Work to be completed:
Each line in the entries below that holds the string "الجواء" must be copied.
##### Information
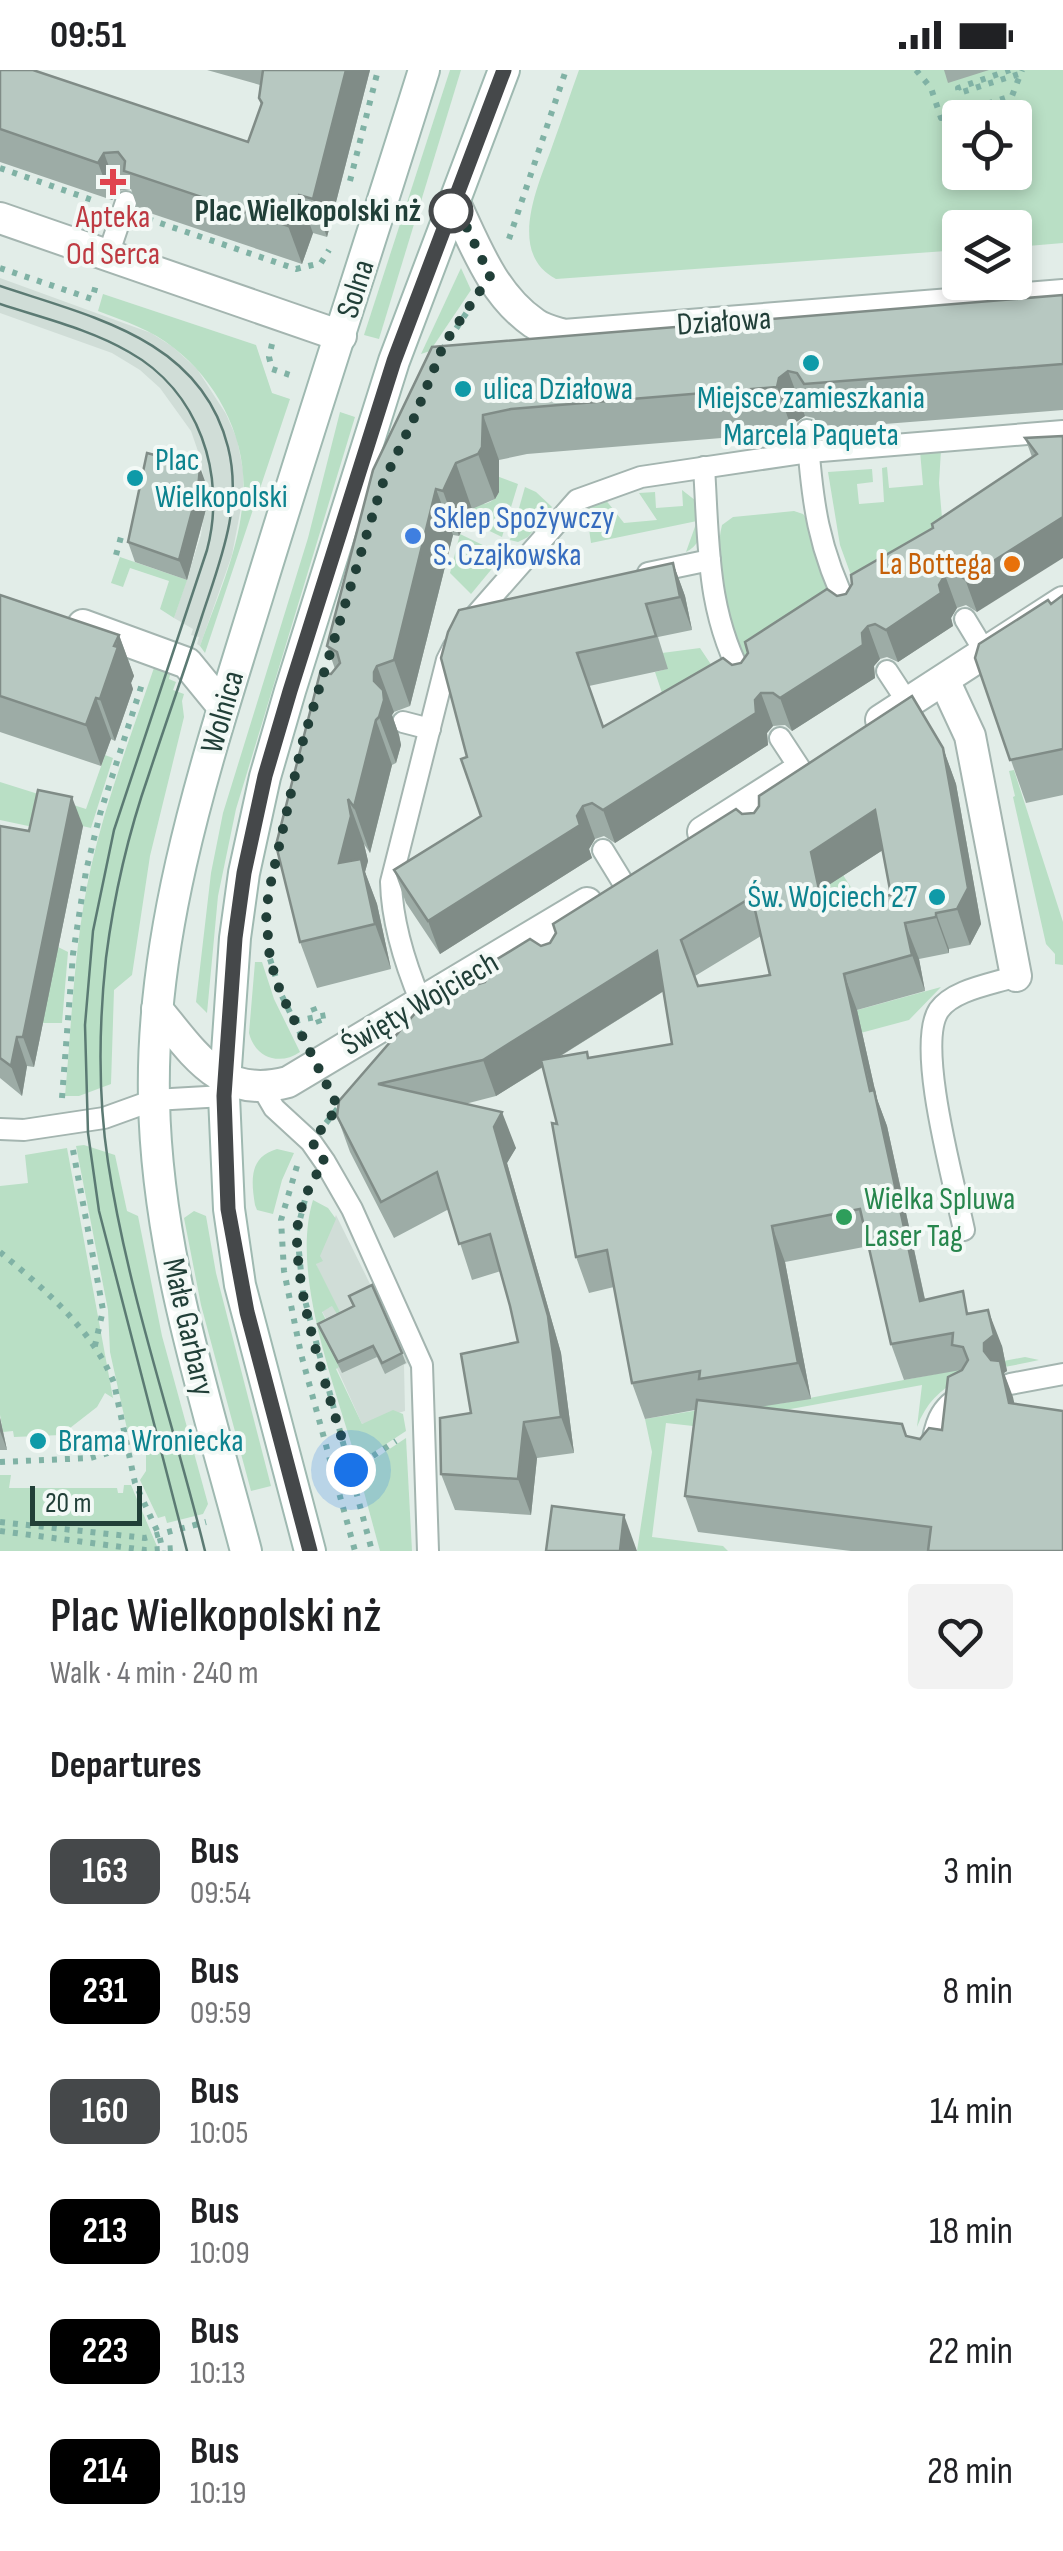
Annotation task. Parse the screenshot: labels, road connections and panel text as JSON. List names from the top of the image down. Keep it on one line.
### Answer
{"streets":{"street":["Solna","Działowa","Wolnica","Święty Wojciech","Małe Garbary"]},"crossings":[["Solna","Wolnica"],["Działowa","Wolnica"],["Wolnica","Małe Garbary"]],"places":{"health":["Apteka Od Serca"],"other":["Plac Wielkopolski nż","Miejsce zamieszkania Marcela Paqueta","ulica Działowa","Plac Wielkopolski","Sklep Spożywczy S. Czajkowska","La Bottega","Św. Wojciech 27","Wielka Spluwa Laser Tag","Brama Wroniecka"]},"lines":["bus line 163"],"scale_bar":"20 m","page":{"status":"09:51","scale":"20 m","heading":[["Plac Wielkopolski nż","Walk · 4 min · 240 m"],"Departures"],"list":[{"mark":"163","name":"Bus","note":"09:54","value":"3 min"},{"mark":"231","name":"Bus","note":"09:59","value":"8 min"},{"mark":"160","name":"Bus","note":"10:05","value":"14 min"},{"mark":"213","name":"Bus","note":"10:09","value":"18 min"},{"mark":"223","name":"Bus","note":"10:13","value":"22 min"},{"mark":"214","name":"Bus","note":"10:19","value":"28 min"}]}}
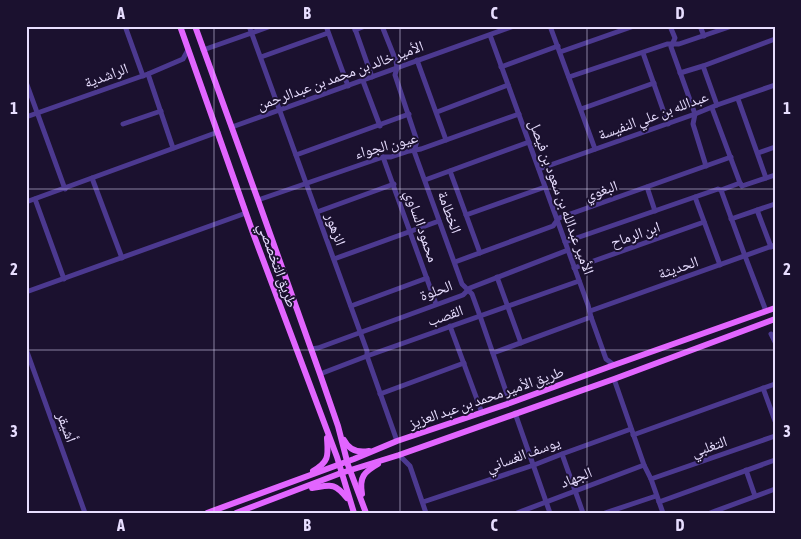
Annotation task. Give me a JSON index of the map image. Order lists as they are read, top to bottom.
{
  "streets": {
    "main road": ["طريق التخصصي", "طريق الأمير محمد بن عبد العزيز"],
    "street": [
      "الراشدية",
      "الأمير خالد بن محمد بن عبدالرحمن",
      "عبدالله بن علي النفيسة",
      "عيون الجواء",
      "البغوي",
      "الأمير عبدالله بن سعود بن فيصل",
      "الخطامة",
      "محمود الساوي",
      "الزهور",
      "ابن الرماح",
      "الحديثة",
      "الحلوة",
      "القصب",
      "أشيقر",
      "التغلبي",
      "يوسف الغساني",
      "الجهاد"
    ]
  },
  "crossings": [
    ["الراشدية", "طريق التخصصي"],
    ["الأمير خالد بن محمد بن عبدالرحمن", "الأمير عبدالله بن سعود بن فيصل"],
    ["الأمير خالد بن محمد بن عبدالرحمن", "الخطامة"],
    ["الأمير خالد بن محمد بن عبدالرحمن", "الزهور"],
    ["الأمير خالد بن محمد بن عبدالرحمن", "طريق التخصصي"],
    ["عبدالله بن علي النفيسة", "الأمير عبدالله بن سعود بن فيصل"],
    ["عيون الجواء", "الأمير عبدالله بن سعود بن فيصل"],
    ["عيون الجواء", "الخطامة"],
    ["عيون الجواء", "محمود الساوي"],
    ["عيون الجواء", "الزهور"],
    ["عيون الجواء", "طريق التخصصي"],
    ["البغوي", "الأمير عبدالله بن سعود بن فيصل"],
    ["البغوي", "الخطامة"],
    ["الأمير عبدالله بن سعود بن فيصل", "ابن الرماح"],
    ["الأمير عبدالله بن سعود بن فيصل", "الحديثة"],
    ["الأمير عبدالله بن سعود بن فيصل", "الحلوة"],
    ["الأمير عبدالله بن سعود بن فيصل", "القصب"],
    ["الأمير عبدالله بن سعود بن فيصل", "طريق الأمير محمد بن عبد العزيز"],
    ["الخطامة", "الحديثة"],
    ["الخطامة", "الحلوة"],
    ["الخطامة", "القصب"],
    ["الخطامة", "طريق الأمير محمد بن عبد العزيز"],
    ["محمود الساوي", "الحلوة"],
    ["الزهور", "الحلوة"],
    ["الزهور", "القصب"],
    ["الزهور", "طريق الأمير محمد بن عبد العزيز"],
    ["طريق التخصصي", "الحلوة"],
    ["طريق التخصصي", "القصب"],
    ["طريق التخصصي", "طريق الأمير محمد بن عبد العزيز"]
  ],
  "grid": {
    "columns": [
      "A",
      "B",
      "C",
      "D"
    ],
    "rows": ["1", "2", "3"]
  }
}
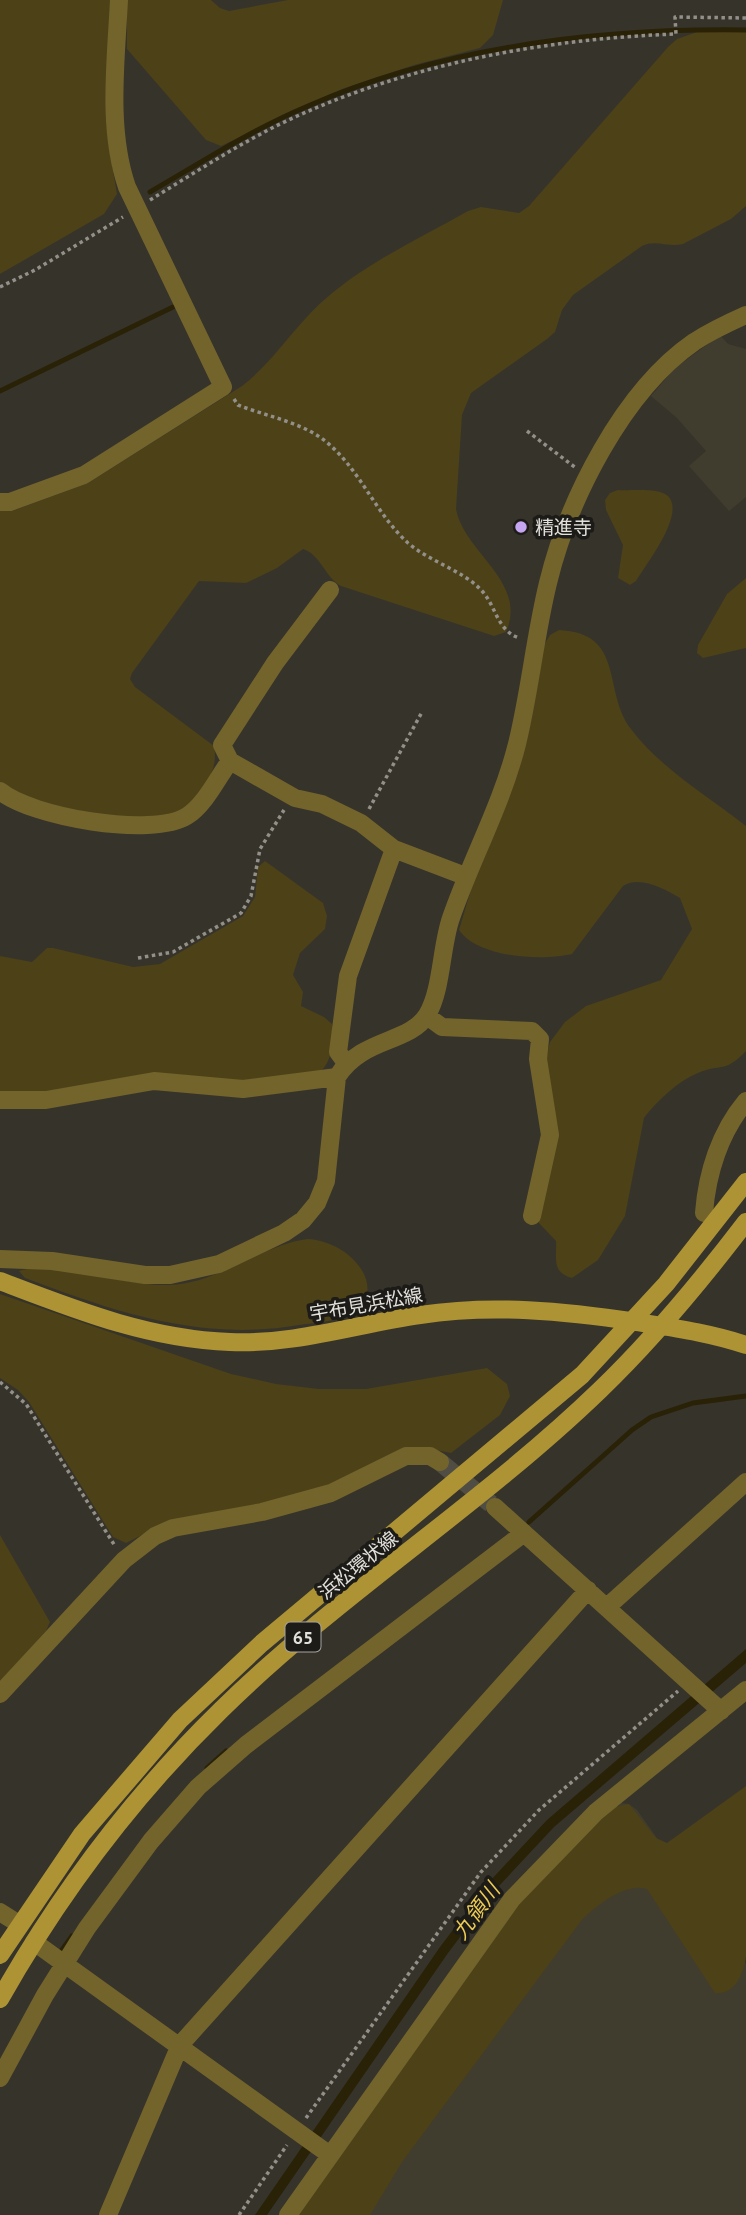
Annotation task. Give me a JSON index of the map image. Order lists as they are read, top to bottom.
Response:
{
  "streets": {
    "main road": ["宇布見浜松線", "浜松環状線", "65"]
  },
  "crossings": [
    ["宇布見浜松線", "浜松環状線"]
  ],
  "water": ["九領川"],
  "places": ["精進寺"]
}
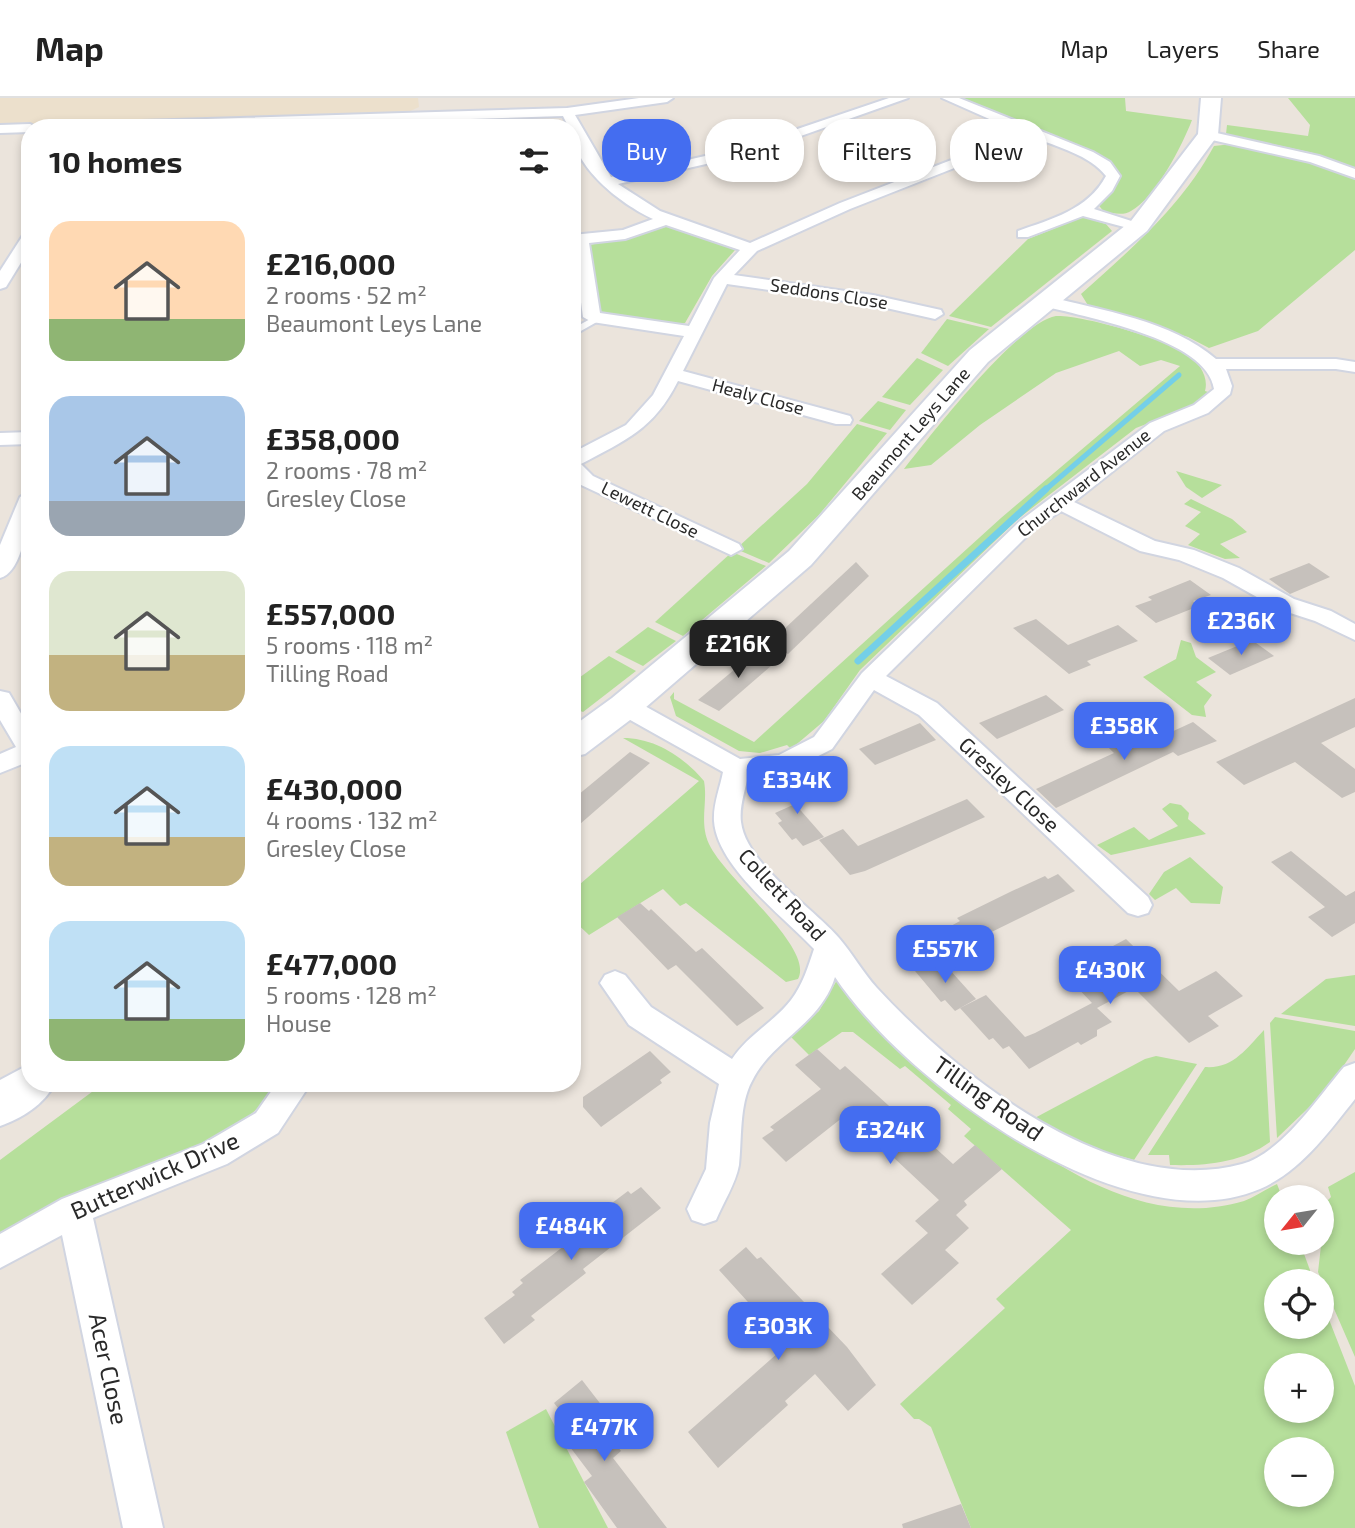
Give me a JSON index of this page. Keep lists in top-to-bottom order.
{
  "streets": {
    "street": [
      "Seddons Close",
      "Healy Close",
      "Beaumont Leys Lane",
      "Churchward Avenue",
      "Lewett Close",
      "Gresley Close",
      "Collett Road",
      "Tilling Road",
      "Butterwick Drive",
      "Acer Close"
    ]
  },
  "crossings": [
    ["Churchward Avenue", "Gresley Close"],
    ["Churchward Avenue", "Collett Road"],
    ["Collett Road", "Tilling Road"],
    ["Butterwick Drive", "Acer Close"]
  ],
  "north": "bottom left",
  "page": {
    "header": "Map",
    "nav": ["Map", "Layers", "Share"],
    "chip": [
      "Buy",
      "Rent",
      "Filters",
      "New"
    ],
    "heading": "10 homes",
    "list": [
      {
        "name": "£216,000",
        "note": "2 rooms · 52 m² · Beaumont Leys Lane"
      },
      {
        "name": "£358,000",
        "note": "2 rooms · 78 m² · Gresley Close"
      },
      {
        "name": "£557,000",
        "note": "5 rooms · 118 m² · Tilling Road"
      },
      {
        "name": "£430,000",
        "note": "4 rooms · 132 m² · Gresley Close"
      },
      {
        "name": "£477,000",
        "note": "5 rooms · 128 m² · House"
      }
    ],
    "price": [
      "£236K",
      "£216K",
      "£358K",
      "£334K",
      "£557K",
      "£430K",
      "£324K",
      "£484K",
      "£303K",
      "£477K"
    ],
    "map_buttons": ["+", "−"]
  }
}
##########
Your response:
      "عيون الجواء",
    ["عيون الجواء", "الأمير عبدالله بن سعود بن فيصل"],
    ["عيون الجواء", "الخطامة"],
    ["عيون الجواء", "محمود الساوي"],
    ["عيون الجواء", "الزهور"],
    ["عيون الجواء", "طريق التخصصي"],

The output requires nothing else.